# Dad's 1st Coyote



## buckzye11 (Jul 16, 2009)

My Dad is 69 years old, and hasn't hunted in 15 years. We used to go Rabbit/Phesant hunting often, but 60 years of farm work will break a body down... 5 years ago he had both hips replaced and the 10 years prior, they would hurt him so bad, the woods walking wouldn't last long.
Then the last 10 years or so the Coyotes have really come to fourish in Southern Summit Co... the Rabbit hunting went to crap with their arrival. I thought my Dad had writtin off hunting... he never was a Deer hunter, so sitting in the stand was not an option. 
One day out of the blue, he buys a Savage .222, i sighted it in last year and was hitting 3 inch groups at 100 yards. Must have been good out a ways longer, he shot this guy out at 275 yards! Congrats on the 'yote Dad, glad to see you hunting again!


----------



## Fish2Win (Jan 21, 2009)

Congrats to your father!!	I'm starting to get the itch again after a 5 year layoff too.
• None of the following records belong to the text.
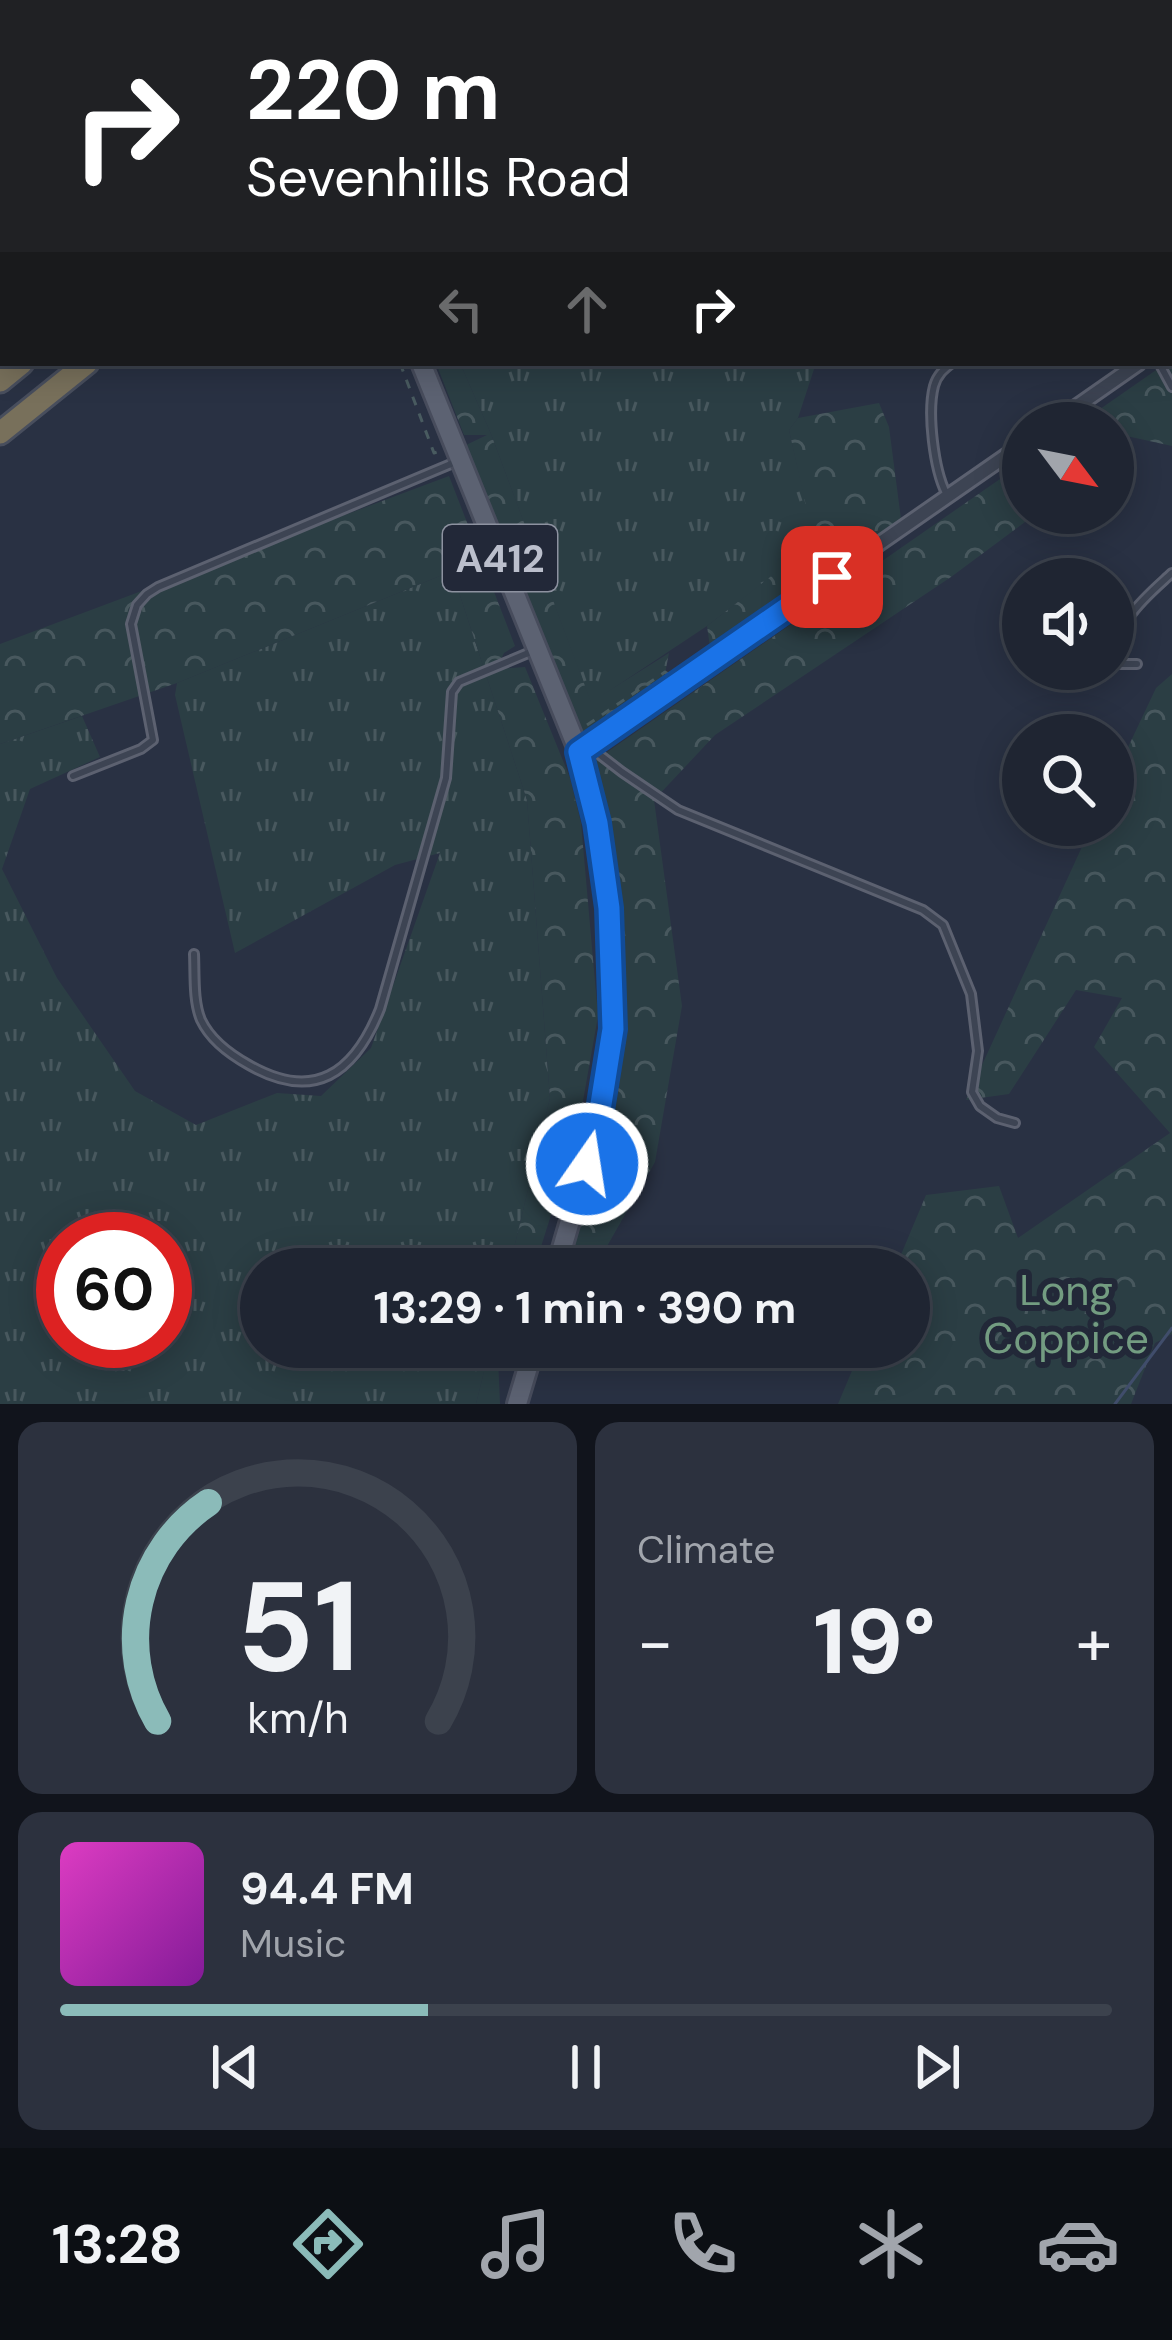 <!DOCTYPE html>
<html lang="en">
<head>
<meta charset="utf-8">
<style>
  :root { --surface:#1f2532; --page:#2c313e; --text:#f1f3f6; --muted:#a1a5ac; --line:#3c424d; --accent:#8bbbb9 }
  body { margin:0; font-family:"DM Sans",sans-serif; background:var(--page); color:var(--text); height:100vh; display:flex; flex-direction:column; font-size:45px; white-space:nowrap }
  * { box-sizing:border-box; margin:0 }
  p { font-size:39px; color:var(--muted) }
  .icon { flex:none; width:66px; height:66px; fill:none; stroke:currentColor; stroke-width:2; stroke-linecap:round; stroke-linejoin:round }
  .map { position:relative; height:1404px; overflow:hidden }
  .details { display:flex; flex-direction:column; gap:18px; padding:18px; background:#11141c; flex:1 }
  .details>* { flex:none }
  .top-card { position:absolute; left:0px; top:0px; width:1173px; height:366px; box-shadow:0 6px 30px #0003,0 0 0 3px var(--line); background:#202124; color:#fff; overflow:hidden }
  .needle { width:78px; rotate:122deg }
  .tools { position:absolute; left:1002px; top:402px; display:grid; gap:24px }
  .tools a { display:grid; place-items:center; width:132px; height:132px; border-radius:50%; background:var(--surface); box-shadow:0 6px 30px #0003,0 0 0 3px var(--line); font-size:60px }
  .speed { position:absolute; left:36px; top:1212px; display:flex; gap:24px; font-size:60px; font-weight:700; text-align:center }
  .speed>* { display:grid; place-content:center; width:156px; height:156px; border-radius:50%; background:var(--surface); box-shadow:0 6px 30px #0003,0 0 0 3px var(--line); line-height:1 }
  .speed .limit { border:18px solid #d22; background:#fff; color:#111 }
  .pin { position:absolute; display:grid; place-items:center; width:102px; height:102px; color:#fff; margin:-51px; border-radius:24px; box-shadow:0 6px 18px #0006 }
  .me { position:absolute; width:132px; margin:-66px; rotate:13deg; stroke-linejoin:round; filter:drop-shadow(0 0 9px #0008) }
  .turn { display:flex; align-items:center; gap:42px; height:252px; padding:0 48px; font-size:54px }
  .turn .icon { width:156px; height:156px; stroke-width:2.5 }
  .turn b { display:block; font-size:84px; line-height:102px }
  .lanes { display:flex; align-items:center; height:114px; padding:0 48px; background:#0003; justify-content:center; gap:60px; direction:ltr }
  .lanes .off { opacity:.35 }
  .big { font-size:90px; font-weight:700; line-height:1.1 }
  .details .card { flex:1; display:flex; flex-direction:column; justify-content:center; gap:18px; min-width:0; padding:0 42px; border-radius:24px; background:var(--page) }
  .details .dial { align-items:center; gap:0 }
  .dial svg { height:312px; overflow:visible; fill:none; stroke:var(--line); stroke-width:7; stroke-linecap:round; text-anchor:middle }
  .dial text { fill:var(--text); stroke:none }
  .song { display:flex; align-items:center; gap:36px }
  .cover { width:144px; height:144px; border-radius:18px; background:linear-gradient(135deg,hsl(310 70% 55%),hsl(290 70% 35%)) }
  .played { height:12px; border-radius:6px; background:linear-gradient(90deg,var(--accent) 35%,var(--line) 35%) }
  .keys { display:flex; justify-content:space-around; direction:ltr }
  .heat { display:flex; justify-content:space-between; align-items:center; font-size:66px; direction:ltr }
  .details .tiles { flex:1; display:grid; gap:18px; grid-template-columns:1fr 1fr }
  .card:last-child { grid-column:span 2 }
  .trip { position:absolute; left:240px; top:1248px; width:690px; height:120px; border-radius:60px; background:var(--surface); box-shadow:0 6px 30px #0003,0 0 0 3px var(--line); font-weight:700; line-height:120px; text-align:center }
  .tab-bar { display:flex; height:192px; justify-content:space-around; align-items:center; background:#0c0f14; color:var(--muted) }
  .tab-bar .icon { width:84px; height:84px }
  .tab-bar .active { color:var(--accent) }
  .tab-bar b { font-size:54px; color:var(--text) }
  .map>svg:first-child { display:block }
</style>
</head>
<body>
<div class="map">
<svg width="1172" height="1404" viewBox="0 0 1172 1404">
  <defs>
    <pattern id="grass-tufts" width="24" height="20" patternUnits="userSpaceOnUse" patternTransform="scale(3)"><rect width="24" height="20" fill="#2b3e44"/><path d="M3 7l-1-3M5 7V3M7 7l1-3M15 17l-1-3M17 17v-4M19 17l1-3" fill="none" stroke="#48585e"/></pattern>
    <pattern id="forest-crowns" width="20" height="18" patternUnits="userSpaceOnUse" patternTransform="scale(3)"><rect width="20" height="18" fill="#2b3e44"/><path d="M2 6a3 3 0 1 1 6 0M12 15a3 3 0 1 1 6 0" fill="none" stroke="#48585e"/></pattern>
  </defs>
  <rect width="100%" height="100%" fill="#293143"/>
  <path fill="url(#grass-tufts)" fill-rule="evenodd" d="M 0,0 L 263,0 L 264,3 L 3,3 L 3,275 L 0,278 Z
    M 460,363 L 816,363 L 798,418 L 789,430 L 815,543 L 707,626 L 591,703 L 491,434 Z
    M 452,571 L 527,800 L 550,1098 L 509,1269 L 261,1269 L 261,1347 L 490,1347 L 476,1404 L 0,1404 L 0,744 L 82,716 L 100,757 L 30,789 L 2,869 L 57,978 L 135,1091 L 196,1125 L 277,1093 L 321,1096 L 371,1048 L 440,853 L 395,865 L 235,953 L 175,695 L 177,683 ZM 63,1239 L 165,1239 L 165,1341 L 63,1341 Z"/>
  <path fill="url(#forest-crowns)" d="M 1172,359 L 1172,446 L 1113,433 L 1113,423 L 1080,423 Z
    M 436,363 L 460,363 L 491,434 L 591,702 L 669,653 L 663,684 L 580,734 L 466,445 L 487,435 L 464,435 Z
    M 879,403 L 889,427 L 901,519 L 711,654 L 707,626 L 814,543 L 789,430 L 798,418 Z
    M 1023,463 L 1023,513 L 1037,513 L 951,577 L 715,735 L 654,800 L 682,1006 L 655,1162 L 594,1269 L 566,1269 L 602,1145 L 621,1037 L 623,994 L 614,896 L 593,762 Z
    M 449,476 L 515,646 L 504,653 L 496,669 L 525,667 L 570,778 L 581,823 L 598,1016 L 578,1129 L 534,1269 L 509,1269 L 550,1098 L 527,800 L 452,571 L 177,683 L 0,744 L 0,644 Z
    M 1172,674 L 1172,1334 L 1155,1343 L 1131,1404 L 838,1404 L 862,1347 L 909,1347 L 909,1269 L 895,1269 L 926,1195 L 999,1186 L 1018,1238 L 1170,1133 L 1094,1047 L 1122,998 L 1076,990 L 1009,1094 L 966,1100 L 1092,825 L 1113,825 L 1113,779 L 1156,688 Z
    M 490,1347 L 503,1347 L 498,1358 L 500,1404 L 476,1404 Z"/>
  <g fill="none" stroke-linecap="round" stroke-linejoin="round">
    <path stroke="#404d6b" stroke-width="3" d="M 1115,1404 L 1172,1328"/>
    <defs>
      <path id="service" d="M 1170,206 L 1172,209
        M 1159,363 L 1172,387
        M 946,493 C 934,469 927,413 934,386 C 937,375 944,369 952,363
        M 1137,664 L 1121,664 C 1109,625 1146,597 1172,573
        M 591,748 L 622,772 L 678,810 L 923,910 L 943,925 L 971,994 L 978,1051 L 972,1092 L 980,1106 L 997,1118 L 1015,1123
        M 73,776 L 141,749 L 153,740 L 131,624 L 137,605 L 147,594 L 158,587 L 458,461
        M 194,954 C 195,975 193,1001 201,1020 C 210,1039 231,1055 249,1065 C 314,1102 354,1074 380,1009 L 446,778 L 452,692 L 459,682 L 533,651"/>
      <path id="minor" d="M 1170,341 L 1172,340
        M 1053,423 L 1139,363
        M 579,752 L 1023,444"/>
      <path id="primary" d="M 275,0 L 276,3
        M 421,363 L 579,752 L 597,823 L 609,908 L 613,1029 L 597,1128 L 556,1269
        M 517,1404 L 534,1347"/>
      <path id="motorway" d="M 543,3 L 548,0
        M 623,3 L 629,0
        M 665,3 L 671,0
        M 0,381 L 22,363
        M 0,433 L 87,363"/>
    </defs>
    <use href="#service" stroke="#5c6170" stroke-width="12"/>
    <use href="#minor" stroke="#5c6170" stroke-width="18"/>
    <use href="#primary" stroke="#474c5c" stroke-width="24"/>
    <use href="#motorway" stroke="#484e5d" stroke-width="27"/>
    <path stroke="#495b60" stroke-width="3" stroke-dasharray="9 9" stroke-linecap="butt" d="M 340,0 L 353,3
      M 377,3 L 382,0
      M 0,281 L 3,279
      M 400,363 L 434,453 L 443,450
      M 587,725 L 665,672 L 668,674"/>
    <use href="#service" stroke="#3d4453" stroke-width="6"/>
    <use href="#minor" stroke="#3d4453" stroke-width="12"/>
    <use href="#primary" stroke="#5c6272" stroke-width="18"/>
    <use href="#motorway" stroke="#78705b" stroke-width="21"/>
  </g>
  <g fill="none" stroke-linecap="round" stroke-linejoin="round">
    <defs>
      <path id="route" d="M 587,1164 L 597,1129 L 613,1029 L 609,908 L 597,823 L 579,752 L 832,577"/>
    </defs>
    <use href="#route" stroke="#114b97" stroke-width="30"/>
    <use href="#route" stroke="#1a73e8" stroke-width="21"/>
  </g>
  <g text-anchor="middle" stroke-width="12" stroke-linejoin="round" paint-order="stroke">
    <rect fill="#222838" stroke="#8d92a0" stroke-width="3" x="443" y="525" width="114" height="66" rx="9"/>
    <g font-size="39" font-weight="bold" fill="#bbbfcc">
      <text x="500" y="572">A412</text>
    </g>
    <g font-size="42" fill="#739c81" stroke="#222838">
      <text x="1066" y="1305">Long<tspan x="1066" dy="48">Coppice</tspan></text>
    </g>
  </g>
</svg>
<div class="tools">
<a><svg class="needle" viewBox="-14 -14 28 28"><path d="M0-13l5 13h-10z" fill="#e53935"/><path d="M0 13l5-13h-10z" fill="#a1a5ac"/></svg></a>
<a><svg class="icon" aria-label="sound" viewBox="0 0 24 24"><path d="M4 9h4l5-4v14l-5-4H4zM17 9q2 3 0 6"/></svg></a>
<a><svg class="icon" aria-label="search" viewBox="0 0 24 24"><circle cx="10" cy="10" r="6"/><path d="M15 15l6 6"/></svg></a>
</div>
<div class="speed"><div class="limit">60</div></div>
<div class="pin" style="left:832px;top:577px;background:#d93025"><svg class="icon" aria-label="arrive" viewBox="0 0 24 24"><path d="M6 21V4h12l-3 4 3 4H6"/></svg></div>
<svg class="me" style="left:587px;top:1164px" viewBox="-20 -20 40 40"><circle r="17" fill="#1a73e8" stroke="#fff" stroke-width="3"/><path d="M0-11L8 9 0 5-8 9z" fill="#fff"/></svg>
<div class="trip">13:29 · 1 min · 390 m</div>
<div class="top-card">
<div class="turn"><svg class="icon" aria-label="right" viewBox="0 0 24 24"><path d="M7 20v-9h11M14 6l5 5-5 5"/></svg><div><b>220 m</b>Sevenhills Road</div></div>
<div class="lanes"><svg class="icon off" aria-label="left" viewBox="0 0 24 24"><path d="M17 20v-9H6M10 6l-5 5 5 5"/></svg><svg class="icon off" aria-label="ahead" viewBox="0 0 24 24"><path d="M12 20V5M6 11l6-6 6 6"/></svg><svg class="icon" aria-label="right" viewBox="0 0 24 24"><path d="M7 20v-9h11M14 6l5 5-5 5"/></svg></div>
</div>
</div>
<section class="details">
<div class="tiles">
<div class="card dial"><svg viewBox="0 0 100 80">
<path d="M14 69A42 42 0 1 1 86 69"/>
<path d="M14 69A42 42 0 0 1 27 13" stroke="#8bbbb9"/>
<text x="50" y="56" font-size="32" font-weight="700">51</text>
<text x="50" y="72" font-size="11">km/h</text>
</svg></div>
<div class="card"><p>Climate</p>
<div class="heat"><a>−</a><b class="big">19°</b><a>+</a></div>
</div>
<div class="card">
<div class="song"><i class="cover"></i><div><b>94.4 FM</b><p>Music</p></div></div>
<div class="played"></div>
<div class="keys"><svg class="icon" aria-label="previous" viewBox="0 0 24 24"><path d="M18 5L8 12l10 7zM5 5v14"/></svg><svg class="icon" aria-label="pause" viewBox="0 0 24 24"><path d="M8 5v14M16 5v14"/></svg><svg class="icon" aria-label="next" viewBox="0 0 24 24"><path d="M6 5l10 7-10 7zM19 5v14"/></svg></div>
</div>
</div>
</section>
<nav class="tab-bar">
<b>13:28</b>
<svg class="icon active" aria-label="directions" viewBox="0 0 24 24"><path d="M12 3l9 9-9 9-9-9zM9 14v-3h6M13 9l2 2-2 2"/></svg>
<svg class="icon" aria-label="music" viewBox="0 0 24 24"><path d="M9 18V5l10-2v13"/><circle cx="6" cy="18" r="3"/><circle cx="16" cy="16" r="3"/></svg>
<svg class="icon" aria-label="phone" viewBox="0 0 24 24"><path d="M5 4h4l2 5-3 2q2 4 5 5l2-3 5 2v4C11 20 4 13 5 4z"/></svg>
<svg class="icon" aria-label="climate" viewBox="0 0 24 24"><path d="M12 3v18M4 7l16 10M4 17L20 7"/></svg>
<svg class="icon" aria-label="car" viewBox="0 0 24 24"><path d="M5 17H2v-5l4-1 3-4h7l3 4 3 1v5h-3M9 17h6M6 11h13"/><circle cx="7" cy="17" r="2"/><circle cx="17" cy="17" r="2"/></svg>
</nav>
</body>
</html>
Outdoor Hub mobile, the outdoor information engine


----------



## johnrude (Mar 29, 2009)

congratulations to your dad and his first yote !


----------



## Mad-Eye Moody (May 27, 2008)

Nice dog!


If you have a coyote problem I have the calling equipment and skill set to help you with them. Drop me a PM and we can get together this winter.


----------



## firstflight111 (May 22, 2008)

man thats awesome nice yote ...congrats to you dad ...


----------



## Jigging Jim (Apr 3, 2010)

Nice Coyote!


----------



## Mad-Eye Moody (May 27, 2008)

Btw. I wouldn't recommend grilling it. Crock potting is much better. And I recommend a marinade. And flea spray. Or a flea spray marinade.


----------



## MuskieJim (Apr 11, 2007)

Do people really eat coyote?


----------



## Mad-Eye Moody (May 27, 2008)

MuskieJim said:


> Do people really eat coyote?


Only once.


----------



## mpd5094 (Jun 20, 2005)

Awesome kill!


----------



## buckzye11 (Jul 16, 2009)

Mad-Eye Moody said:


> Btw. I wouldn't recommend grilling it. Crock potting is much better. And I recommend a marinade. And flea spray. Or a flea spray marinade.


My neighbor tans the hides of the Coyotes. He has given me a couple of pelts for tying Crappie and Bass jigs. Hell no i ain't eating it! but i try to use what i can of it.


----------



## MuskieJim (Apr 11, 2007)

Mad-Eye Moody said:


> Only once.


Hahaha I gotcha. I have shot a few with my uncle and he skins them. No eating though 


Posted using Outdoor Hub Campfire


----------



## firemanstevec34 (Apr 14, 2008)

One more Songdog bites the dust! Congrats to your Dad on a great looking yote!


----------



## postalhunter1 (Jun 5, 2010)

Good job!! We all should try to shoot a coyote.....


Posted using Outdoor Hub Campfire


----------